=== Listed entries ===

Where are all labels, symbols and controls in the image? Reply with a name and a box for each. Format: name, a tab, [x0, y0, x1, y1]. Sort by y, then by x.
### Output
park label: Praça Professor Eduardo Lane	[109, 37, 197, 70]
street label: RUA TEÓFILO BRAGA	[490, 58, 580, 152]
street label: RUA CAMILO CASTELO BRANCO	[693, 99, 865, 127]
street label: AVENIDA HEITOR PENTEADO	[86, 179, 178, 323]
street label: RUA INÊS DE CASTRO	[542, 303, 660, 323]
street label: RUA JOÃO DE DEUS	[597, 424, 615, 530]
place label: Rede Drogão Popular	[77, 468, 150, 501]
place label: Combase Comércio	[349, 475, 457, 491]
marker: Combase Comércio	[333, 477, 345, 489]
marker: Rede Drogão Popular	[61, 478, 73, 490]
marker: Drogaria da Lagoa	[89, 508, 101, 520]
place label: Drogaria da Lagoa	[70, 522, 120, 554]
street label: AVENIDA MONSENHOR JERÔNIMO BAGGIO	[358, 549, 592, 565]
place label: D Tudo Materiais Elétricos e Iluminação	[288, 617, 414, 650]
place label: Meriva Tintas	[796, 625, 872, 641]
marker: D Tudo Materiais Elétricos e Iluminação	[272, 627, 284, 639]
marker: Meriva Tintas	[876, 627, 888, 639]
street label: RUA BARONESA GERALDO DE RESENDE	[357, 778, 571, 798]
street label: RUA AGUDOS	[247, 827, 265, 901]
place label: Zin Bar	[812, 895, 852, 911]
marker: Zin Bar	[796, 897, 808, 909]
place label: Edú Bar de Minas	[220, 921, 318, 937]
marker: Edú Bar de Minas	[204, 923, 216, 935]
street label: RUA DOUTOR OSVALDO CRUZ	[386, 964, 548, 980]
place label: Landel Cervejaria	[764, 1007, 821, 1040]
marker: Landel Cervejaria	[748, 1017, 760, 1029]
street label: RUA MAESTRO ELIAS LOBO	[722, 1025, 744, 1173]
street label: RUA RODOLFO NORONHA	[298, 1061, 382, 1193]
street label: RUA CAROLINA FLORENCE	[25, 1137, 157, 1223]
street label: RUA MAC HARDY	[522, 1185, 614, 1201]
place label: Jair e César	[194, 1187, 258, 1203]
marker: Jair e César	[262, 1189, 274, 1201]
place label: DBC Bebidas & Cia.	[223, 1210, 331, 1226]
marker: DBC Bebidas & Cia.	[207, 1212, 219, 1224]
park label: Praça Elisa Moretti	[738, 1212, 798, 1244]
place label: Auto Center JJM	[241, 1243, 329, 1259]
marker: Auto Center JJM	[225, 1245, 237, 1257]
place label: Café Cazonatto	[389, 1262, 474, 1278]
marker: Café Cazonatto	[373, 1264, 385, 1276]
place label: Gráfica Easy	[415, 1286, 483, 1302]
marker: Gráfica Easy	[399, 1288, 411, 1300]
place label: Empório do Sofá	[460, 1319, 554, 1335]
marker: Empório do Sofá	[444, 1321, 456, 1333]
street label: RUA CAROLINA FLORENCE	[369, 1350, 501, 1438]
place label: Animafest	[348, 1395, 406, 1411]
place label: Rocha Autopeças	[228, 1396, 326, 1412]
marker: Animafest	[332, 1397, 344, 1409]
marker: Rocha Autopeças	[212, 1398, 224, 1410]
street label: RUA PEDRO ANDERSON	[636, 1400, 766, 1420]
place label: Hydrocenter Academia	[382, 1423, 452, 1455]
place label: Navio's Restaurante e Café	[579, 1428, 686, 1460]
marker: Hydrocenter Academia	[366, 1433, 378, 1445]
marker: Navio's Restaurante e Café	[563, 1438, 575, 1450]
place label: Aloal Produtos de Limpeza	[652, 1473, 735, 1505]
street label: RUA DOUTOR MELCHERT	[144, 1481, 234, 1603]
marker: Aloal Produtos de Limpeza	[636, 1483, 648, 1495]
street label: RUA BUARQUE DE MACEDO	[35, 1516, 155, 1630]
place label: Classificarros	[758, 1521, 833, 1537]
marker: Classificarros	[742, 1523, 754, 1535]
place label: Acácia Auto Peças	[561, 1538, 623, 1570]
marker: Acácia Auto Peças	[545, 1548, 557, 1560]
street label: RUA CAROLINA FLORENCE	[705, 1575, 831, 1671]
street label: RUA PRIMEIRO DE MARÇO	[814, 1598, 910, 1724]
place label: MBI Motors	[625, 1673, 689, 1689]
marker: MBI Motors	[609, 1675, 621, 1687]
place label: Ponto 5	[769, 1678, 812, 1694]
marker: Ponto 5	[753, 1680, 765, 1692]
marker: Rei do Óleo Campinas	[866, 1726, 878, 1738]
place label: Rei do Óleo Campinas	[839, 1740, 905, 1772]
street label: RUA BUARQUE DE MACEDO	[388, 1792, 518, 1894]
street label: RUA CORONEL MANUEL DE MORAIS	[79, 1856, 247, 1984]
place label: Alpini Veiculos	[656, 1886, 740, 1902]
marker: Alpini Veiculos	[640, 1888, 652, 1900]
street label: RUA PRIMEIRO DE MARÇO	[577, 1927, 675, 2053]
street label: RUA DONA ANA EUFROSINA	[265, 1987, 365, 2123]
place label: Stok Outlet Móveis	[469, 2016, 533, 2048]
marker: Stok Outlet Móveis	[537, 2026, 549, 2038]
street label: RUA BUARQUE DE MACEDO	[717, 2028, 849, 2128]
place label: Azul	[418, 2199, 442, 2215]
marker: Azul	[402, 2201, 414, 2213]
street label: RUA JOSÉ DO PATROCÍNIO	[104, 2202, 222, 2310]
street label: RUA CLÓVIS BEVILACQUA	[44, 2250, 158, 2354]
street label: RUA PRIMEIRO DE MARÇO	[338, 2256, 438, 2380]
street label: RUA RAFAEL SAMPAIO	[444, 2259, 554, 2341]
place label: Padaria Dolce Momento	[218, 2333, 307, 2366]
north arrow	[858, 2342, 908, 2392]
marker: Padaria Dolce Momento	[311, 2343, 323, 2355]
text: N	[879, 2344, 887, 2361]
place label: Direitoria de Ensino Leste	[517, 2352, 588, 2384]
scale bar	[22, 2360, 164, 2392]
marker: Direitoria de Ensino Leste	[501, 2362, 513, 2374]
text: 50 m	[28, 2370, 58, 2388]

===

§ What the task requires: Your reply must be a faithful copy of each entry above.

§ Answer section:
Where are all labels, symbols and controls in the image? Reply with a name and a box for each. Format: name, a tab, [x0, y0, x1, y1]. Sort by y, then by x.
### Output
park label: Praça Professor Eduardo Lane	[109, 37, 197, 70]
street label: RUA TEÓFILO BRAGA	[490, 58, 580, 152]
street label: RUA CAMILO CASTELO BRANCO	[693, 99, 865, 127]
street label: AVENIDA HEITOR PENTEADO	[86, 179, 178, 323]
street label: RUA INÊS DE CASTRO	[542, 303, 660, 323]
street label: RUA JOÃO DE DEUS	[597, 424, 615, 530]
place label: Rede Drogão Popular	[77, 468, 150, 501]
place label: Combase Comércio	[349, 475, 457, 491]
marker: Combase Comércio	[333, 477, 345, 489]
marker: Rede Drogão Popular	[61, 478, 73, 490]
marker: Drogaria da Lagoa	[89, 508, 101, 520]
place label: Drogaria da Lagoa	[70, 522, 120, 554]
street label: AVENIDA MONSENHOR JERÔNIMO BAGGIO	[358, 549, 592, 565]
place label: D Tudo Materiais Elétricos e Iluminação	[288, 617, 414, 650]
place label: Meriva Tintas	[796, 625, 872, 641]
marker: D Tudo Materiais Elétricos e Iluminação	[272, 627, 284, 639]
marker: Meriva Tintas	[876, 627, 888, 639]
street label: RUA BARONESA GERALDO DE RESENDE	[357, 778, 571, 798]
street label: RUA AGUDOS	[247, 827, 265, 901]
place label: Zin Bar	[812, 895, 852, 911]
marker: Zin Bar	[796, 897, 808, 909]
place label: Edú Bar de Minas	[220, 921, 318, 937]
marker: Edú Bar de Minas	[204, 923, 216, 935]
street label: RUA DOUTOR OSVALDO CRUZ	[386, 964, 548, 980]
place label: Landel Cervejaria	[764, 1007, 821, 1040]
marker: Landel Cervejaria	[748, 1017, 760, 1029]
street label: RUA MAESTRO ELIAS LOBO	[722, 1025, 744, 1173]
street label: RUA RODOLFO NORONHA	[298, 1061, 382, 1193]
street label: RUA CAROLINA FLORENCE	[25, 1137, 157, 1223]
street label: RUA MAC HARDY	[522, 1185, 614, 1201]
place label: Jair e César	[194, 1187, 258, 1203]
marker: Jair e César	[262, 1189, 274, 1201]
place label: DBC Bebidas & Cia.	[223, 1210, 331, 1226]
marker: DBC Bebidas & Cia.	[207, 1212, 219, 1224]
park label: Praça Elisa Moretti	[738, 1212, 798, 1244]
place label: Auto Center JJM	[241, 1243, 329, 1259]
marker: Auto Center JJM	[225, 1245, 237, 1257]
place label: Café Cazonatto	[389, 1262, 474, 1278]
marker: Café Cazonatto	[373, 1264, 385, 1276]
place label: Gráfica Easy	[415, 1286, 483, 1302]
marker: Gráfica Easy	[399, 1288, 411, 1300]
place label: Empório do Sofá	[460, 1319, 554, 1335]
marker: Empório do Sofá	[444, 1321, 456, 1333]
street label: RUA CAROLINA FLORENCE	[369, 1350, 501, 1438]
place label: Animafest	[348, 1395, 406, 1411]
place label: Rocha Autopeças	[228, 1396, 326, 1412]
marker: Animafest	[332, 1397, 344, 1409]
marker: Rocha Autopeças	[212, 1398, 224, 1410]
street label: RUA PEDRO ANDERSON	[636, 1400, 766, 1420]
place label: Hydrocenter Academia	[382, 1423, 452, 1455]
place label: Navio's Restaurante e Café	[579, 1428, 686, 1460]
marker: Hydrocenter Academia	[366, 1433, 378, 1445]
marker: Navio's Restaurante e Café	[563, 1438, 575, 1450]
place label: Aloal Produtos de Limpeza	[652, 1473, 735, 1505]
street label: RUA DOUTOR MELCHERT	[144, 1481, 234, 1603]
marker: Aloal Produtos de Limpeza	[636, 1483, 648, 1495]
street label: RUA BUARQUE DE MACEDO	[35, 1516, 155, 1630]
place label: Classificarros	[758, 1521, 833, 1537]
marker: Classificarros	[742, 1523, 754, 1535]
place label: Acácia Auto Peças	[561, 1538, 623, 1570]
marker: Acácia Auto Peças	[545, 1548, 557, 1560]
street label: RUA CAROLINA FLORENCE	[705, 1575, 831, 1671]
street label: RUA PRIMEIRO DE MARÇO	[814, 1598, 910, 1724]
place label: MBI Motors	[625, 1673, 689, 1689]
marker: MBI Motors	[609, 1675, 621, 1687]
place label: Ponto 5	[769, 1678, 812, 1694]
marker: Ponto 5	[753, 1680, 765, 1692]
marker: Rei do Óleo Campinas	[866, 1726, 878, 1738]
place label: Rei do Óleo Campinas	[839, 1740, 905, 1772]
street label: RUA BUARQUE DE MACEDO	[388, 1792, 518, 1894]
street label: RUA CORONEL MANUEL DE MORAIS	[79, 1856, 247, 1984]
place label: Alpini Veiculos	[656, 1886, 740, 1902]
marker: Alpini Veiculos	[640, 1888, 652, 1900]
street label: RUA PRIMEIRO DE MARÇO	[577, 1927, 675, 2053]
street label: RUA DONA ANA EUFROSINA	[265, 1987, 365, 2123]
place label: Stok Outlet Móveis	[469, 2016, 533, 2048]
marker: Stok Outlet Móveis	[537, 2026, 549, 2038]
street label: RUA BUARQUE DE MACEDO	[717, 2028, 849, 2128]
place label: Azul	[418, 2199, 442, 2215]
marker: Azul	[402, 2201, 414, 2213]
street label: RUA JOSÉ DO PATROCÍNIO	[104, 2202, 222, 2310]
street label: RUA CLÓVIS BEVILACQUA	[44, 2250, 158, 2354]
street label: RUA PRIMEIRO DE MARÇO	[338, 2256, 438, 2380]
street label: RUA RAFAEL SAMPAIO	[444, 2259, 554, 2341]
place label: Padaria Dolce Momento	[218, 2333, 307, 2366]
north arrow	[858, 2342, 908, 2392]
marker: Padaria Dolce Momento	[311, 2343, 323, 2355]
text: N	[879, 2344, 887, 2361]
place label: Direitoria de Ensino Leste	[517, 2352, 588, 2384]
scale bar	[22, 2360, 164, 2392]
marker: Direitoria de Ensino Leste	[501, 2362, 513, 2374]
text: 50 m	[28, 2370, 58, 2388]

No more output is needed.